Il periodo di difficoltà fu lungo, perché a quei tempi non c’erano mezzi di rapida comunicazione tra distretto e distretto, e l’aiuto richiesto doveva essere inviato da molto lontano. Ma quando giunsero tempi migliori, il popolo non dimenticò il suo debito verso Hamaguchi Gohei. Gli abitanti del villaggio non potevano farlo ricco; né egli l’avrebbe permesso, anche se fosse stato possibile. Oltretutto, i doni non sarebbero stati sufficienti a esprimere il loro sentimento di riverenza verso di lui, perché credevano che lo spirito dentro di lui fosse divino.

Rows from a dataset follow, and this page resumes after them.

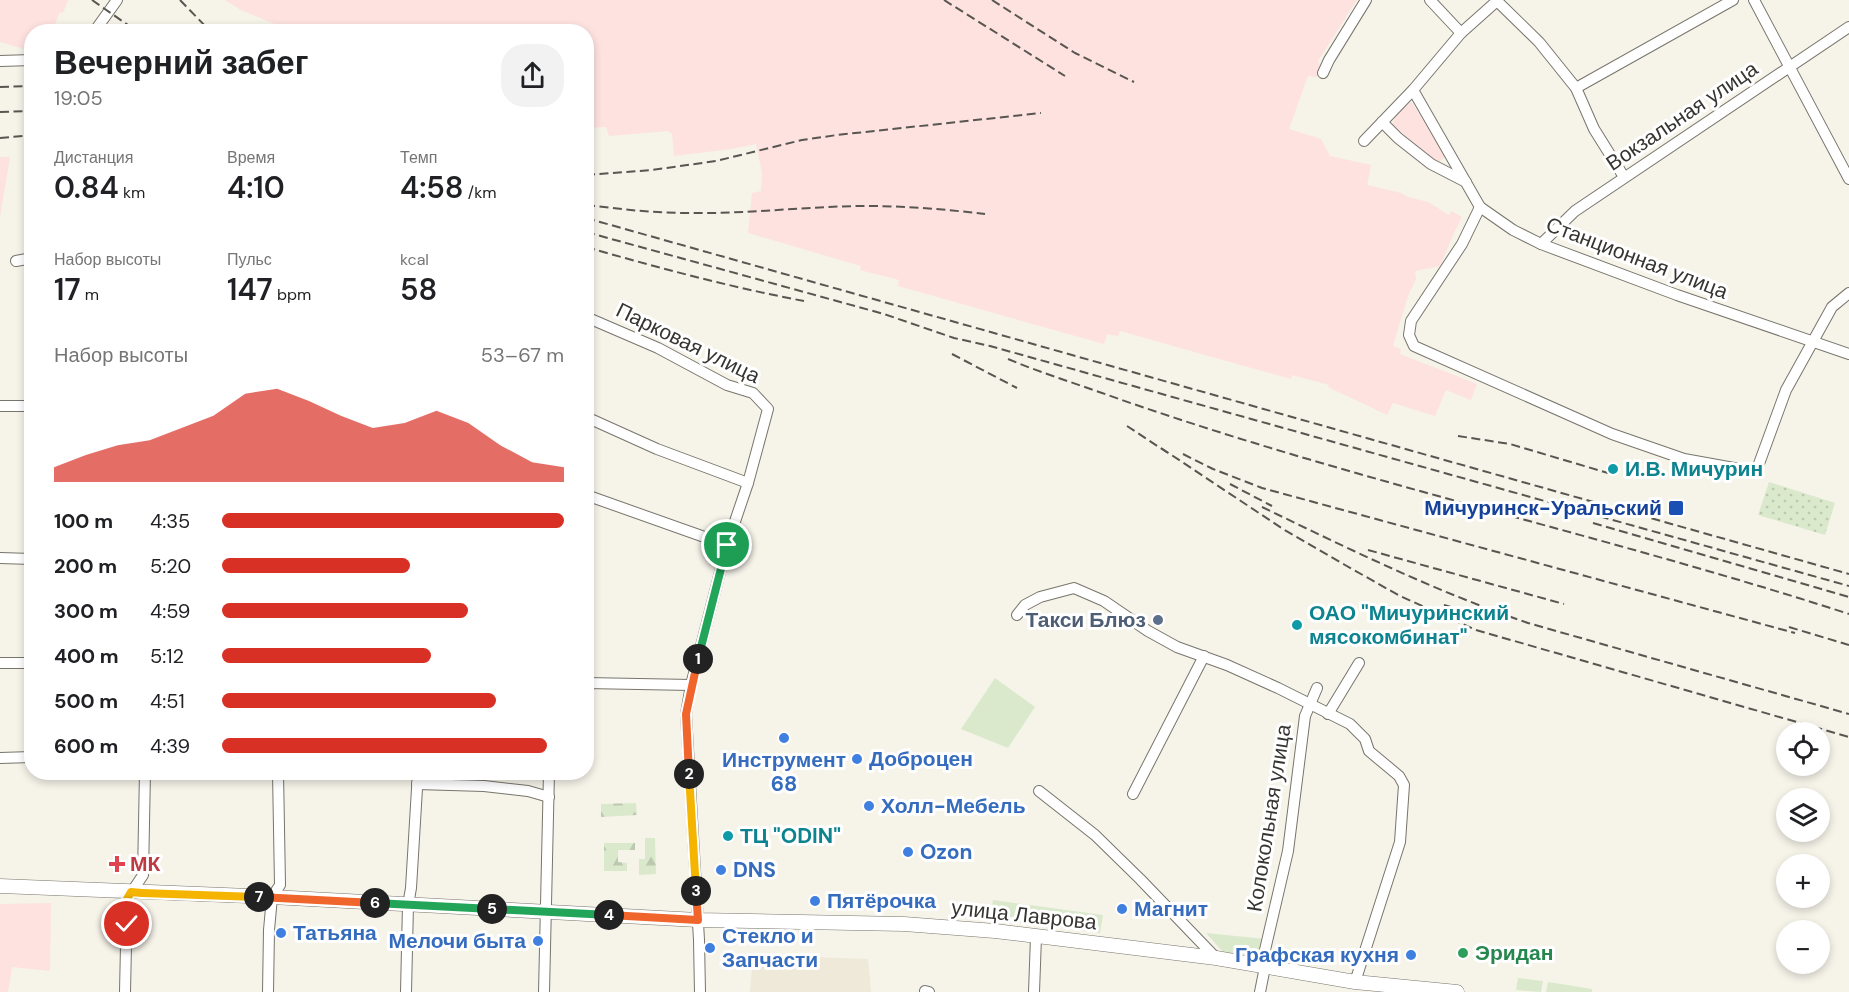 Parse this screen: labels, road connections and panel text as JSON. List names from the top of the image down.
{
  "streets": {
    "main road": ["улица Лаврова"],
    "street": [
      "Вокзальная улица",
      "Станционная улица",
      "Парковая улица",
      "Колокольная улица"
    ]
  },
  "crossings": [
    ["Вокзальная улица", "Станционная улица"],
    ["Колокольная улица", "улица Лаврова"]
  ],
  "places": {
    "other": [
      "И.В. Мичурин",
      "Такси Блюз",
      "ОАО \"Мичуринский мясокомбинат\"",
      "Инструмент 68",
      "Доброцен",
      "Холл-Мебель",
      "ТЦ \"ODIN\"",
      "Ozon",
      "DNS",
      "Пятёрочка",
      "Магнит",
      "Татьяна",
      "Мелочи быта",
      "Стекло и Запчасти",
      "Эридан",
      "Графская кухня"
    ],
    "transit": ["Мичуринск-Уральский"],
    "health": ["МК"]
  },
  "page": {
    "heading": ["Вечерний забег", "19:05"],
    "stats": [
      ["Дистанция", "0.84 km"],
      ["Время", "4:10"],
      ["Темп", "4:58 /km"],
      ["Набор высоты", "17 m"],
      ["Пульс", "147 bpm"],
      ["kcal", "58"]
    ],
    "chart": ["Набор высоты", "53–67 m"],
    "list": [
      {
        "name": "100 m",
        "note": "4:35"
      },
      {
        "name": "200 m",
        "note": "5:20"
      },
      {
        "name": "300 m",
        "note": "4:59"
      },
      {
        "name": "400 m",
        "note": "5:12"
      },
      {
        "name": "500 m",
        "note": "4:51"
      },
      {
        "name": "600 m",
        "note": "4:39"
      }
    ],
    "pins": [
      "1",
      "2",
      "3",
      "7",
      "6",
      "5",
      "4"
    ],
    "map_buttons": ["+", "−"]
  }
} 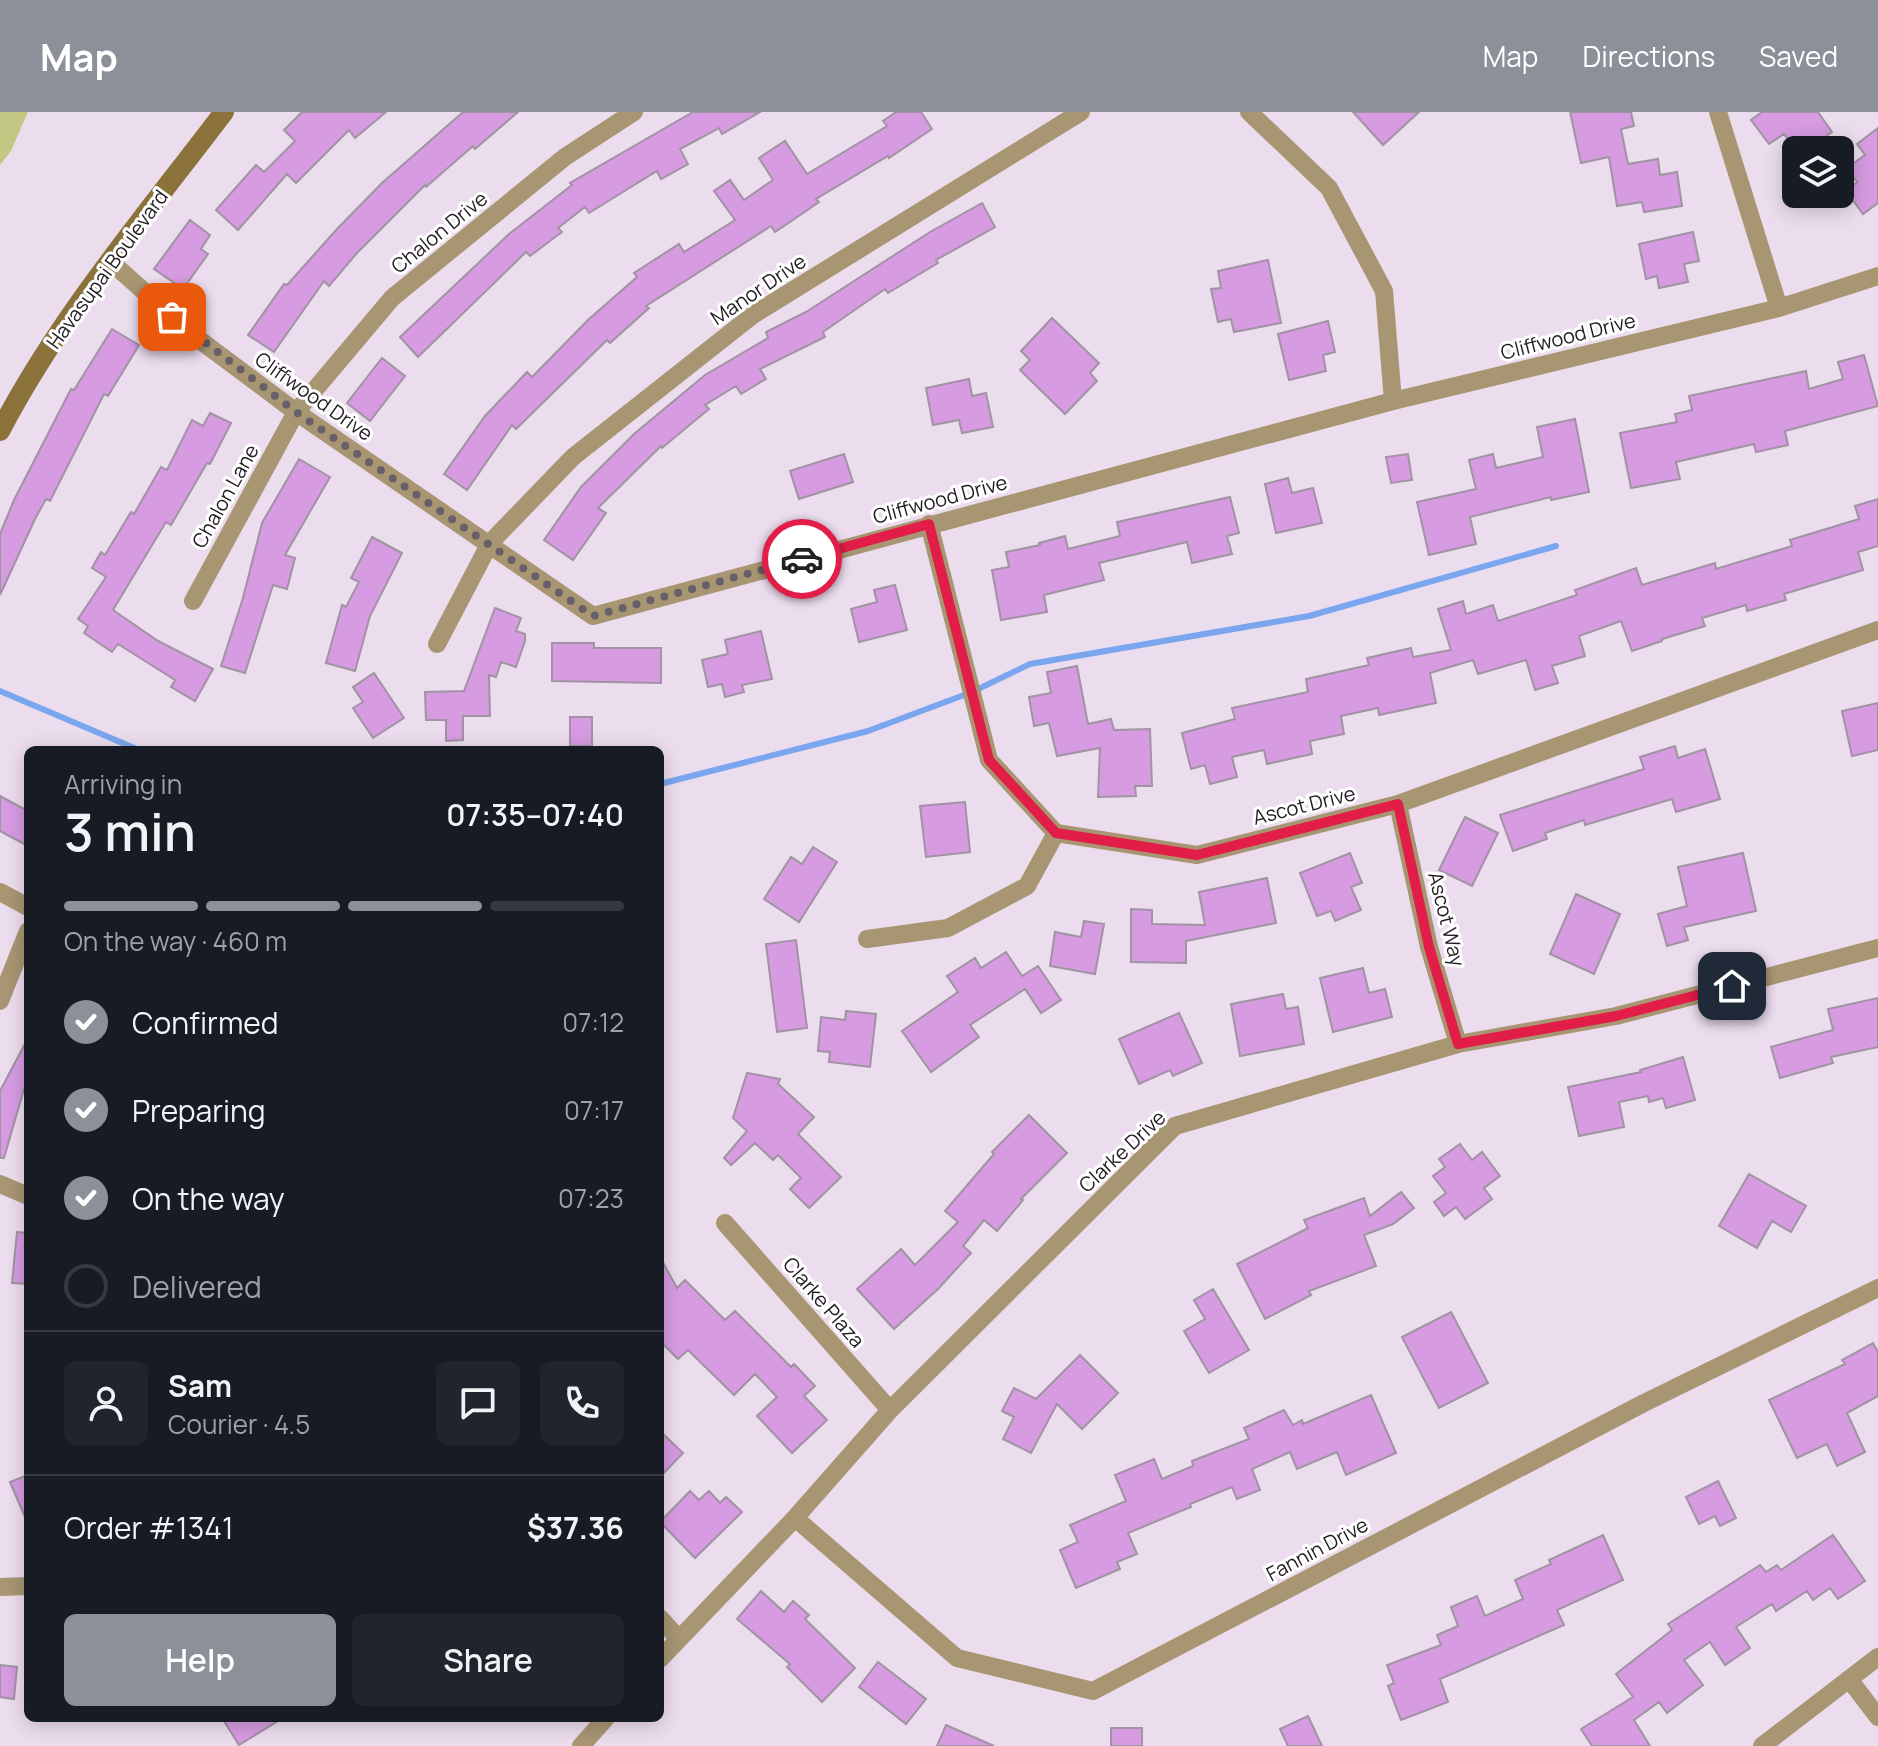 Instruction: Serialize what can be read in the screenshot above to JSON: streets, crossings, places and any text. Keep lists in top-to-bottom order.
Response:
{
  "streets": {
    "street": [
      "Chalon Drive",
      "Havasupai Boulevard",
      "Manor Drive",
      "Cliffwood Drive",
      "Chalon Lane",
      "Ascot Drive",
      "Ascot Way",
      "Clarke Drive",
      "Clarke Plaza",
      "Fannin Drive"
    ]
  },
  "crossings": [
    ["Chalon Drive", "Cliffwood Drive"],
    ["Chalon Drive", "Chalon Lane"],
    ["Havasupai Boulevard", "Cliffwood Drive"],
    ["Manor Drive", "Cliffwood Drive"],
    ["Cliffwood Drive", "Chalon Lane"],
    ["Ascot Drive", "Ascot Way"],
    ["Ascot Way", "Clarke Drive"],
    ["Clarke Drive", "Clarke Plaza"],
    ["Clarke Drive", "Fannin Drive"]
  ],
  "page": {
    "header": "Map",
    "nav": ["Map", "Directions", "Saved"],
    "heading": ["3 min", "Arriving in", "07:35–07:40"],
    "panel": [
      "Sam",
      "Courier · 4.5",
      "Order #1341",
      "$37.36"
    ],
    "bar": "On the way · 460 m",
    "list": [
      ["Confirmed", "07:12"],
      ["Preparing", "07:17"],
      ["On the way", "07:23"],
      "Delivered"
    ],
    "buttons": ["Help", "Share"]
  }
}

Così lo dichiararono dio, e da quel momento lo chiamarono Hamaguchi Daimyōjin, pensando che non potessero fargli un onore più grande; e davvero, in qualunque Paese, nessun onore più grande potrebbe essere fatto a uomo mortale. E quando ricostruirono il villaggio, edificarono un tempio al suo spirito, fissando sul fronte una tavoletta con il suo nome in caratteri cinesi d’oro; e là lo adorarono con offerte e preghiere. Che cosa lui ne pensasse, io non saprei dire; so solamente che continuò a vivere nella sua vecchia casa dal tetto di paglia sulla collina, con i suoi figli e i figli dei figli, con la stessa umanità e semplicità di prima, mentre la sua anima era venerata nel tempio sottostante. Egli è morto da più di cent’anni, ma il suo tempio, mi dicono, esiste ancora, e la gente prega ancora lo spirito del buon vecchio contadino perché l’assista in tempo di paura o di difficoltà.
Domandai a un filosofo e amico giapponese di spiegarmi come i contadini potessero razionalmente immaginare lo spirito di Hamaguchi in un luogo, mentre il suo corpo vivente era in un altro. Chiesi anche se quella che avevano adorata durante la sua vita fosse solo una delle sue anime, e se essi immaginavano che quella particolare anima si fosse staccata dalle restanti per ricevere omaggio.
«I contadini» rispose il mio amico «pensano alla mente o allo spirito di una persona come a qualcosa che, anche durante la vita, può trovarsi in molti luoghi nello stesso momento… Tale idea è quindi del tutto differente da quella occidentale sull’anima.»
«Molto più razionale?» chiesi maliziosamente.
«Beh,» rispose con un sorriso buddhista «se accettiamo la dottrina dell’unità di ogni mente, l’idea del contadino giap- ponese sembrerebbe contenere almeno qualche parvenza di verità. Non potrei dire lo stesso delle vostre nozioni occidentali sull’anima.»